_Action item_. Lines that contain the string "cover" are the ones to list; copy all of them from the records.

********

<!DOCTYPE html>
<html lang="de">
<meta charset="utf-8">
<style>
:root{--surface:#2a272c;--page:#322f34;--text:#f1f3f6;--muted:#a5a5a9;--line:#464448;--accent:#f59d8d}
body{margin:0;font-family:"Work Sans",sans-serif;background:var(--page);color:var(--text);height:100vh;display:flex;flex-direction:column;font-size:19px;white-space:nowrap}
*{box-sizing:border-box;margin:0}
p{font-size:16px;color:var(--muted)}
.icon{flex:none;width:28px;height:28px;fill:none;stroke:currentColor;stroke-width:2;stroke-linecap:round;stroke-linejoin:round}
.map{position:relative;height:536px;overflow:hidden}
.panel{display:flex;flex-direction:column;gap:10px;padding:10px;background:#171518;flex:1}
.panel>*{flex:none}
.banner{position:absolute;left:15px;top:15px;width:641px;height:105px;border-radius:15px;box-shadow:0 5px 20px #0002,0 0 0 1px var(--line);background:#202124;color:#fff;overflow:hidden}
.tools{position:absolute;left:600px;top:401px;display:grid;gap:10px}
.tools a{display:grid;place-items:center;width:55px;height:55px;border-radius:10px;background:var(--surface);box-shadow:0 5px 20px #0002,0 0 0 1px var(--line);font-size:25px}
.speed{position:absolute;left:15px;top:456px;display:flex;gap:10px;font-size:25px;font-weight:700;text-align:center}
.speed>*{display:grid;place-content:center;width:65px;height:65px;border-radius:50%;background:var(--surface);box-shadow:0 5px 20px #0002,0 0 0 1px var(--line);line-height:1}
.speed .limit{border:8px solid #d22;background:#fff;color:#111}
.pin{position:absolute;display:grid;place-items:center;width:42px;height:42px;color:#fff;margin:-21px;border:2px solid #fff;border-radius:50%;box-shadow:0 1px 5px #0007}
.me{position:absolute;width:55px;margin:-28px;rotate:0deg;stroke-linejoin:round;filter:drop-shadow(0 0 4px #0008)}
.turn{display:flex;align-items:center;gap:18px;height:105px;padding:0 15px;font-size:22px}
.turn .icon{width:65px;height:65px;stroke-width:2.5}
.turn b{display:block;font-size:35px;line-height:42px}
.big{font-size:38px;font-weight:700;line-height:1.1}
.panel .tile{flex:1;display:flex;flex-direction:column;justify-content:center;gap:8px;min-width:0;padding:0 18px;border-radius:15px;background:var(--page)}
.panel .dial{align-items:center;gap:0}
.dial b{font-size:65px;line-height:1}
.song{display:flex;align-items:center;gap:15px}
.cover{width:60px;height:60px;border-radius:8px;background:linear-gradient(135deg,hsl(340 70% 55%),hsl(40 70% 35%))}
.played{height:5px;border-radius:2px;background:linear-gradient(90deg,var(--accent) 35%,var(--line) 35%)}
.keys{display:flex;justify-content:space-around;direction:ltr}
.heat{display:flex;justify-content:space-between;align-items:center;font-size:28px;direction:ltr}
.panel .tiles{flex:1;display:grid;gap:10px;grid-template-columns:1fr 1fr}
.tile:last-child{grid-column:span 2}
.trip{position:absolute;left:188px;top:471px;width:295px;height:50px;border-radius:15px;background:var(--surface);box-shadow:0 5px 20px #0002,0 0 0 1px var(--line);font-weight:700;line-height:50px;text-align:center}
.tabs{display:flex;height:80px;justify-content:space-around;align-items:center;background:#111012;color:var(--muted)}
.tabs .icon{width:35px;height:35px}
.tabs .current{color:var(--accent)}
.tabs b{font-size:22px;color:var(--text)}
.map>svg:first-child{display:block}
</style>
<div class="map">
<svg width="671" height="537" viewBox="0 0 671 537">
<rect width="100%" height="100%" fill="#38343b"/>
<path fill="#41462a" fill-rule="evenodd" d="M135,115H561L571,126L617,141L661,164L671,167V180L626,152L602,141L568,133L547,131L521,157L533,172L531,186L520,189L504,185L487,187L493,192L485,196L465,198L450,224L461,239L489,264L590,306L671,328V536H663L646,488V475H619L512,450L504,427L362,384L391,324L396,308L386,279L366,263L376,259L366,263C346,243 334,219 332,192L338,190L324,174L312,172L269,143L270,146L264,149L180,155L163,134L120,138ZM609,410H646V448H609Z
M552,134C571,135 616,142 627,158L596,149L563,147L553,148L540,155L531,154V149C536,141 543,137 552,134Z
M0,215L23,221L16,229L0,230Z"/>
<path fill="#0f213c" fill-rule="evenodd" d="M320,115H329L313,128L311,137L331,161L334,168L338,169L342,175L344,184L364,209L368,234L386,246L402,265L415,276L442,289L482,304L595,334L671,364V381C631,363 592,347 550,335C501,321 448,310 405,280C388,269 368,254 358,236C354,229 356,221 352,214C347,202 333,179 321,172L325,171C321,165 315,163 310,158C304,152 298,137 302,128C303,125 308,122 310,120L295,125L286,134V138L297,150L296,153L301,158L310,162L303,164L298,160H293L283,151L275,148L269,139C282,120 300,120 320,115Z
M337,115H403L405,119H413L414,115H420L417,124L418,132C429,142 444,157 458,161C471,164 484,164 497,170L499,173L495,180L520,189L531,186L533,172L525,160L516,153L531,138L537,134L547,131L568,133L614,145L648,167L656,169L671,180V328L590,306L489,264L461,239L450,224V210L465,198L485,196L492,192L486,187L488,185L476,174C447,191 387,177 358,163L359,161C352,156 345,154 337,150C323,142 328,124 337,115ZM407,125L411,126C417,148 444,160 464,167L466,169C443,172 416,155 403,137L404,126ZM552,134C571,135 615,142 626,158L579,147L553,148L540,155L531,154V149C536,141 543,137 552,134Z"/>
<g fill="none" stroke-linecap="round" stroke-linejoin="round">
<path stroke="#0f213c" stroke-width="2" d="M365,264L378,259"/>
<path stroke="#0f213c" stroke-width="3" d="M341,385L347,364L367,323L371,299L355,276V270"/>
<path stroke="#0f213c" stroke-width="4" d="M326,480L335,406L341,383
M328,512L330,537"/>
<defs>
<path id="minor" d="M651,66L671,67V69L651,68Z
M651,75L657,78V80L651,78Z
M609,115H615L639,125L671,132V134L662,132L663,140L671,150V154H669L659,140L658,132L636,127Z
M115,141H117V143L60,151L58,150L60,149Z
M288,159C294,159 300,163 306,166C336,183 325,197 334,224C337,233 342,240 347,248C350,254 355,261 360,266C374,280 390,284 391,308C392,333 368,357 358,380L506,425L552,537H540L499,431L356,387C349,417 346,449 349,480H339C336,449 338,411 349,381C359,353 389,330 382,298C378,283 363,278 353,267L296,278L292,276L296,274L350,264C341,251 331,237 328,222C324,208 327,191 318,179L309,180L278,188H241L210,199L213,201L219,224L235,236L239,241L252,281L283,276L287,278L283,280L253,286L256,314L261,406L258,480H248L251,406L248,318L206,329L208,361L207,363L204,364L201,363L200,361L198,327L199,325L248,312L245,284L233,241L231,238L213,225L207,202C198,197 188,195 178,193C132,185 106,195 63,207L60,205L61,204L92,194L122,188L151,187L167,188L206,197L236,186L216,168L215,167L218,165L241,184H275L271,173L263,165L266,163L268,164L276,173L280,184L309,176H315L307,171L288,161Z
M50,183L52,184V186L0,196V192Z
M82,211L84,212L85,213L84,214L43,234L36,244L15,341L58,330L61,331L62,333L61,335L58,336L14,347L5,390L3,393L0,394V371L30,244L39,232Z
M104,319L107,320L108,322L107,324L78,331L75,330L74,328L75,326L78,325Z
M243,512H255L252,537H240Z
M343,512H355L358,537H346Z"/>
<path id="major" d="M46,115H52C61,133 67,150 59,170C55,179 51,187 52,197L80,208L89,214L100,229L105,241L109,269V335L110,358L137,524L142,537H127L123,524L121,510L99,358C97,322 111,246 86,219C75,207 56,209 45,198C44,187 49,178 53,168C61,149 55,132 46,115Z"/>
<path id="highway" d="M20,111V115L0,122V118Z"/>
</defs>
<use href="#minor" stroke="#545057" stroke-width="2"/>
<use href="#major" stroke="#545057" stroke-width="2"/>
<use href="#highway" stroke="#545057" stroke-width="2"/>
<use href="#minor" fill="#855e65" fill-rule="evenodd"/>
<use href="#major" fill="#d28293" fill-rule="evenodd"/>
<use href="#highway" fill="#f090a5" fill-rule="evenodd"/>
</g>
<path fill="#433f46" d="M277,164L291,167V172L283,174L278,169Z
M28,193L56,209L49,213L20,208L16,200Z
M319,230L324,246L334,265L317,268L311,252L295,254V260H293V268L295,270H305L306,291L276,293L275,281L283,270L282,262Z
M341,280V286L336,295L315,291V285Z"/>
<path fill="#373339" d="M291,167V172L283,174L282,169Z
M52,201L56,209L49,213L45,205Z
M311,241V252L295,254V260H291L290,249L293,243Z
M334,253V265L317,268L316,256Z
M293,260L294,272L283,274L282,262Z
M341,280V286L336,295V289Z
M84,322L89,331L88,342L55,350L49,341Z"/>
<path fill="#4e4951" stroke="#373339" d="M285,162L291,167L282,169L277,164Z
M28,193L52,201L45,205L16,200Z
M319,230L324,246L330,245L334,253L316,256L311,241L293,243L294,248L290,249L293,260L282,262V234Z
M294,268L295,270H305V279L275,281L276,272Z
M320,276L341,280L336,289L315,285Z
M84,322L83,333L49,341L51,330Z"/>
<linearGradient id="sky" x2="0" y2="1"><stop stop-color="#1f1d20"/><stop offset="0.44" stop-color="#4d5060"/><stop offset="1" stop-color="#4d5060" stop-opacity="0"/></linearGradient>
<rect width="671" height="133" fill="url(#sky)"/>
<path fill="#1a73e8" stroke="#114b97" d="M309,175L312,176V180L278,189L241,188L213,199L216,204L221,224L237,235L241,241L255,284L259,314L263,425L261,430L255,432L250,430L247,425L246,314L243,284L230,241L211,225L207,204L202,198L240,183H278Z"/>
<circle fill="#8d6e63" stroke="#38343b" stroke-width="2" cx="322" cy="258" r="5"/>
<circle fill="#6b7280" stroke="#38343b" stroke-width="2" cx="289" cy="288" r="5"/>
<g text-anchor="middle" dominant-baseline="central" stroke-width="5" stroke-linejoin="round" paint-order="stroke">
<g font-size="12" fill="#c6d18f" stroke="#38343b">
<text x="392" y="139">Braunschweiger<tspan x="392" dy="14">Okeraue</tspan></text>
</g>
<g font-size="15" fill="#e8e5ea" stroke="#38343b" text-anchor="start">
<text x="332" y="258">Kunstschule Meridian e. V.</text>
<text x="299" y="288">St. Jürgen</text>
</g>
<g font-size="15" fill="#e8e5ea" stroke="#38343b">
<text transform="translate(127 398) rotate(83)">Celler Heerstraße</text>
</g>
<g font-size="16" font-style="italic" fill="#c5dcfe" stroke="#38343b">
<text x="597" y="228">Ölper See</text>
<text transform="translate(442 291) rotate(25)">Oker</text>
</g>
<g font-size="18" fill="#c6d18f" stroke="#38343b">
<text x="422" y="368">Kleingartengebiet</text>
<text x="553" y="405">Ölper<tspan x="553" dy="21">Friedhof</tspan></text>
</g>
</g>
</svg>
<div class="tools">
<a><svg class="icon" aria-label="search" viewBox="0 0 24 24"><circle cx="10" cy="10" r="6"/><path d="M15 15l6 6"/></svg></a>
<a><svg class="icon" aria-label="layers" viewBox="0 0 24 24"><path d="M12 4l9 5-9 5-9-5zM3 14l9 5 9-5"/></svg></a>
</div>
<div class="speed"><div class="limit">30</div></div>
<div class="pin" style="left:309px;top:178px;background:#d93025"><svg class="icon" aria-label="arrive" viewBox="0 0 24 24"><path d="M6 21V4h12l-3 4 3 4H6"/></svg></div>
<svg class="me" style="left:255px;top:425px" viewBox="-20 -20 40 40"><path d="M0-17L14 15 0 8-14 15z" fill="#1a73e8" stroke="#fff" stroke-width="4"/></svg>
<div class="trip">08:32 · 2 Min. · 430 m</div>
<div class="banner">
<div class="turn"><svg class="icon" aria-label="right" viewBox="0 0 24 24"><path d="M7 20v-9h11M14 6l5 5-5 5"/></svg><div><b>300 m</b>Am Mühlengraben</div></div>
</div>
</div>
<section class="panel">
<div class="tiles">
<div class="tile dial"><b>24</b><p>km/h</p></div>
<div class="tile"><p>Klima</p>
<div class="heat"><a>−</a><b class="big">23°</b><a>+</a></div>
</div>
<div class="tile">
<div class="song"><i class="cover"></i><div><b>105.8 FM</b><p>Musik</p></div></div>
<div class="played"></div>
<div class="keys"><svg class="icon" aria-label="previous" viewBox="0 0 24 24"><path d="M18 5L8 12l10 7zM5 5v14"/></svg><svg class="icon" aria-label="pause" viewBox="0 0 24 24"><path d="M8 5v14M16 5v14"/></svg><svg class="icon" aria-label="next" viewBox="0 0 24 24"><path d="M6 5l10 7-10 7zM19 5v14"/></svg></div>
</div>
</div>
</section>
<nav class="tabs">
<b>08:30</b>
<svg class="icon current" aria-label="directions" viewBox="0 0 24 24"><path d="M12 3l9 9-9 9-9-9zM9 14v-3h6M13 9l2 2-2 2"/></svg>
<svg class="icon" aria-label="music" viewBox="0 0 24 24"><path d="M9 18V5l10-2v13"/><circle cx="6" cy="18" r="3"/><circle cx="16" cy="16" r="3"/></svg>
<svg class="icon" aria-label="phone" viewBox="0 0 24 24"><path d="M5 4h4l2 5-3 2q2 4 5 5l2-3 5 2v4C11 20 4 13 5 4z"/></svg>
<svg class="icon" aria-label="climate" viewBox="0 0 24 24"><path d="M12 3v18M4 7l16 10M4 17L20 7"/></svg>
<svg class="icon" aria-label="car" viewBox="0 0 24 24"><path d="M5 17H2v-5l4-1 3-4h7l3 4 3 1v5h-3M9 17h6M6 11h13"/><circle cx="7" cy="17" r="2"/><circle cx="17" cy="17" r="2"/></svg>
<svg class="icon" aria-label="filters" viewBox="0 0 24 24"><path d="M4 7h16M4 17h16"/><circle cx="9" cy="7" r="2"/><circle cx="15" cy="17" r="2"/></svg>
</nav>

********

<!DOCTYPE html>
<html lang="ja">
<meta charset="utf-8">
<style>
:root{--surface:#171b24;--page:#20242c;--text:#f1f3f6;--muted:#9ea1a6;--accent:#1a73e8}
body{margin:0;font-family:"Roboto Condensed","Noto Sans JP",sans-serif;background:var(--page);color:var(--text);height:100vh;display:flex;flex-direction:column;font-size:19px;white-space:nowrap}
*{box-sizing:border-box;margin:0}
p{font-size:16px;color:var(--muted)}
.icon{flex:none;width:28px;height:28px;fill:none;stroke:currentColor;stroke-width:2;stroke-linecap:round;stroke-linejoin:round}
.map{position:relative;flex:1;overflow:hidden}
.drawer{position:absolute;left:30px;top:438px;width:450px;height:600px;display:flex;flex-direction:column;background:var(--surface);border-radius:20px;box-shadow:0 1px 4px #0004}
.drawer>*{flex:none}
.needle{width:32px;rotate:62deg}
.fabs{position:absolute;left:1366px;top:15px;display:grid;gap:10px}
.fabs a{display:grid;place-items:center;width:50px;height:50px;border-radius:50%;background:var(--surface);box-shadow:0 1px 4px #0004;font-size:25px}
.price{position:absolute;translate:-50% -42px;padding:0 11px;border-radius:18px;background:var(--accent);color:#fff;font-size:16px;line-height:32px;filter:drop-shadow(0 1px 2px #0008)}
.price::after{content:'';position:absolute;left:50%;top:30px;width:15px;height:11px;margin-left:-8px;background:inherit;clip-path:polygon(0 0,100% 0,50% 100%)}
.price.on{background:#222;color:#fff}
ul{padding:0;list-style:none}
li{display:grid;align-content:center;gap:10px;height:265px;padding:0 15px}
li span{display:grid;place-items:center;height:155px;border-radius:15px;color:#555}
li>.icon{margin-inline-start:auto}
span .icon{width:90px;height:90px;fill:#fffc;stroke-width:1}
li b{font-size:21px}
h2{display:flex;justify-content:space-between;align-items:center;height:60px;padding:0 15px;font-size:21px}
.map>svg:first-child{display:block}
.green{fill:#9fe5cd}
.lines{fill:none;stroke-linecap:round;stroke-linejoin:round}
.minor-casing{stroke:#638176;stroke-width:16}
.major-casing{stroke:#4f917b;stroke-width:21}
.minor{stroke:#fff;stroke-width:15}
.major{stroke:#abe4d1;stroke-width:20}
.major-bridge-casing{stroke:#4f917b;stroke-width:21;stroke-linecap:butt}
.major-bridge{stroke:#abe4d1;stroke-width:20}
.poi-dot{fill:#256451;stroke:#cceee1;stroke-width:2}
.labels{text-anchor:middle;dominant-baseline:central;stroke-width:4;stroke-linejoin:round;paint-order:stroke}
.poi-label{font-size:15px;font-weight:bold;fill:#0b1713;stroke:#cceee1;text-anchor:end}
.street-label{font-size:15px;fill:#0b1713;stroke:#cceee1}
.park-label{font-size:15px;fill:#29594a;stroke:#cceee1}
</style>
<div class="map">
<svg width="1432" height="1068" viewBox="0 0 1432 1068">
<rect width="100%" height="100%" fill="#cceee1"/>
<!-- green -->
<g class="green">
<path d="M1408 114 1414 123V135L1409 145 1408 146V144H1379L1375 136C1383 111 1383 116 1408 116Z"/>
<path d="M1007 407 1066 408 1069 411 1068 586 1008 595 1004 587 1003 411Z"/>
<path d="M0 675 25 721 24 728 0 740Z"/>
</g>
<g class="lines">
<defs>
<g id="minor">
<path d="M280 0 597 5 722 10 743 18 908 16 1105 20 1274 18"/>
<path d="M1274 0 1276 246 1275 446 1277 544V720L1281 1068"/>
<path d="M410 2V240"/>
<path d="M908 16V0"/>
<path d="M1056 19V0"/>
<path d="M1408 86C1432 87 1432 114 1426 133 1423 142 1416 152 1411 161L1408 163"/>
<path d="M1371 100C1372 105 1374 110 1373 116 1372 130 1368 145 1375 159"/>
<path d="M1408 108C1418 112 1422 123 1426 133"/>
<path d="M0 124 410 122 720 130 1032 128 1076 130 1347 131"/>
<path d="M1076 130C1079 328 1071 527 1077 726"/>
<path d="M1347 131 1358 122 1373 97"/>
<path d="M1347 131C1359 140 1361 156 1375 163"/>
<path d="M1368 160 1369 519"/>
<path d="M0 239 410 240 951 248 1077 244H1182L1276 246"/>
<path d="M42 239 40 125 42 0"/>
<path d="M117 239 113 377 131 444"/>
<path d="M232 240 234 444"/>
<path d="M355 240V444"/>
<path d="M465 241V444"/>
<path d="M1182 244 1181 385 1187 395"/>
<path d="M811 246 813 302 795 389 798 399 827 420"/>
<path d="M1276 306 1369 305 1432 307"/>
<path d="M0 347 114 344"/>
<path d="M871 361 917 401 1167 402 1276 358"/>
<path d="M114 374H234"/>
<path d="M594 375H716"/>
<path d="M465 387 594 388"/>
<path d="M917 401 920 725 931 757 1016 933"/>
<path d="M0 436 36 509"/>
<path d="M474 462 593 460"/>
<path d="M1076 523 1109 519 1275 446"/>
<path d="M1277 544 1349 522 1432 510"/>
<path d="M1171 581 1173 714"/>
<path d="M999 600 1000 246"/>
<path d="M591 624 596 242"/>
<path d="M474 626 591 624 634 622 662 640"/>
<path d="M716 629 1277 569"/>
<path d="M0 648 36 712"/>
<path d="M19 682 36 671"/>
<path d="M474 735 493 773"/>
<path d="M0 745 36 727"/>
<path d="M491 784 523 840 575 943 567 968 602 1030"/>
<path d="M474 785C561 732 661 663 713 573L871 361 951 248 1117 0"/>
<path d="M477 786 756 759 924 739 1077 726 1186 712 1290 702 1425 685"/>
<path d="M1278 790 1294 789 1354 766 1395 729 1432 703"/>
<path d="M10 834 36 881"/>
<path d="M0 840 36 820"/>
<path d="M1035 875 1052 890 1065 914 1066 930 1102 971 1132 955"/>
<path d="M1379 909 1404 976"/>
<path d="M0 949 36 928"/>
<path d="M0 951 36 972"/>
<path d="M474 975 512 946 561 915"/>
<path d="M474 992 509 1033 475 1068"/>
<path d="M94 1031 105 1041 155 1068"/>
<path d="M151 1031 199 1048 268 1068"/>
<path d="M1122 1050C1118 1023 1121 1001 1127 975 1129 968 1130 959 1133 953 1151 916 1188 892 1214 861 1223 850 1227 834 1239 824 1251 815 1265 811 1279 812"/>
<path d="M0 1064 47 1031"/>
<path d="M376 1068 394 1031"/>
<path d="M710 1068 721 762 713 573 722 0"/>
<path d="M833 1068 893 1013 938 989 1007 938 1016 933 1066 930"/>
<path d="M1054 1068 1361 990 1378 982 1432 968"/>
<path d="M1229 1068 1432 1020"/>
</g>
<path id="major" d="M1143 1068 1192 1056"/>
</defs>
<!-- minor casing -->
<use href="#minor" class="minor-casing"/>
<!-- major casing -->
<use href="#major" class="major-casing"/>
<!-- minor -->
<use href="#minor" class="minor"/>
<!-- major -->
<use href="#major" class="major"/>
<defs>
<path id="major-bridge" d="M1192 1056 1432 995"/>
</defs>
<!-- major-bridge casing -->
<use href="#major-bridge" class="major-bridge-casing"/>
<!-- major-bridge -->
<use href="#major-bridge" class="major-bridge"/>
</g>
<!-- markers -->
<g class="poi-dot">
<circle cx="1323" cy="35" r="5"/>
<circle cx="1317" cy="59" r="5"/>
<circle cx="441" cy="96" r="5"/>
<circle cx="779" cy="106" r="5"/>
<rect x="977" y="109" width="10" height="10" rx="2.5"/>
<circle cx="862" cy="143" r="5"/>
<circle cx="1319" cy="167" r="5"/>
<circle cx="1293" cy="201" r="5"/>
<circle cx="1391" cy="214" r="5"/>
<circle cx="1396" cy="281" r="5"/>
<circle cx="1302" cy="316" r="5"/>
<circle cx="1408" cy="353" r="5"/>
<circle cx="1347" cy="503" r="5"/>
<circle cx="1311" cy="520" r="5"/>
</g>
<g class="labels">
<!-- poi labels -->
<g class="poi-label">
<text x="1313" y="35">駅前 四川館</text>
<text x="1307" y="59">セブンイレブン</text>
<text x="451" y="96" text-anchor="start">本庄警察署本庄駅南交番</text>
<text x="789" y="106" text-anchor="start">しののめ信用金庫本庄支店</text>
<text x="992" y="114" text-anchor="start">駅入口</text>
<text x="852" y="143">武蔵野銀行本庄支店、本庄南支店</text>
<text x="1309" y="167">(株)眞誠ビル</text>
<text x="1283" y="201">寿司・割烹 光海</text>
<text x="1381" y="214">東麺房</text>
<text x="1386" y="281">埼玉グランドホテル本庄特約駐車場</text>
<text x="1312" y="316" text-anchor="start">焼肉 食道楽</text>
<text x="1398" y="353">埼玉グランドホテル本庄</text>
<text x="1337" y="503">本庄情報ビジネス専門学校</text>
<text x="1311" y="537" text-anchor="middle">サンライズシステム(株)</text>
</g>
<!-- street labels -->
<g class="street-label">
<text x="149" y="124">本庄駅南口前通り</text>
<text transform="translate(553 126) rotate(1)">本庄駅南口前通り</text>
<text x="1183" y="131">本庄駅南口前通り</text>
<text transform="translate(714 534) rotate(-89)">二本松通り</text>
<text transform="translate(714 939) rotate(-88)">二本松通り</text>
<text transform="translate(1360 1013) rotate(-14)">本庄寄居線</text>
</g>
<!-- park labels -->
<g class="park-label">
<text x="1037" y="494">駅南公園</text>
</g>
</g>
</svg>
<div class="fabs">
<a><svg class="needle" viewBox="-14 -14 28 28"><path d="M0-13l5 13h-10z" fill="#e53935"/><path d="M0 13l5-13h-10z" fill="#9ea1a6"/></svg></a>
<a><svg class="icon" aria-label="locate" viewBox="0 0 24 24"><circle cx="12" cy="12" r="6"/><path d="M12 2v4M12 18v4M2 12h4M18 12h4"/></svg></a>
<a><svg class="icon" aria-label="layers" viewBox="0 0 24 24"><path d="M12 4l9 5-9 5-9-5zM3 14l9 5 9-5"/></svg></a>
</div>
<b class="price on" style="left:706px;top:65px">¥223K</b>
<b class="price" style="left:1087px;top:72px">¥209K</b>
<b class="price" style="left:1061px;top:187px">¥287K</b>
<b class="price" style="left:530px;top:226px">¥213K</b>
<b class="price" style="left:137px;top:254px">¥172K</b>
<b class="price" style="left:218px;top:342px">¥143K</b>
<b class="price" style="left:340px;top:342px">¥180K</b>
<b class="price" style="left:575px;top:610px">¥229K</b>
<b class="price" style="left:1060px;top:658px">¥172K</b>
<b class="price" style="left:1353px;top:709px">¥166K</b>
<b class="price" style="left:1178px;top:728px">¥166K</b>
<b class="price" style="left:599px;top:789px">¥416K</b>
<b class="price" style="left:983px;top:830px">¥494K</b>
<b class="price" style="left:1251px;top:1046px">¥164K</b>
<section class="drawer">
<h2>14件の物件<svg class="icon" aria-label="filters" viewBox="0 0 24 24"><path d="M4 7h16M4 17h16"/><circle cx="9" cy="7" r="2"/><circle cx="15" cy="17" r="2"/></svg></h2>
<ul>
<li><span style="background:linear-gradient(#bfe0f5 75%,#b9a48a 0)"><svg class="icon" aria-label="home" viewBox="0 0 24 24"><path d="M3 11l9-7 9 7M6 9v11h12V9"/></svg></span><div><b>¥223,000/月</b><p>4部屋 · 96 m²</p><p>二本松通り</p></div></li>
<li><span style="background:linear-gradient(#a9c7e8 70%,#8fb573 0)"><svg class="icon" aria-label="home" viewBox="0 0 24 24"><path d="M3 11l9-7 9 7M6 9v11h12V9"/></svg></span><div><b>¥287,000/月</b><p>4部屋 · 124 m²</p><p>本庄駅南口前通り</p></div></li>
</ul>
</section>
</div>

********

_Result of the exercise_.
.cover{width:60px;height:60px;border-radius:8px;background:linear-gradient(135deg,hsl(340 70% 55%),hsl(40 70% 35%))}
<div class="song"><i class="cover"></i><div><b>105.8 FM</b><p>Musik</p></div></div>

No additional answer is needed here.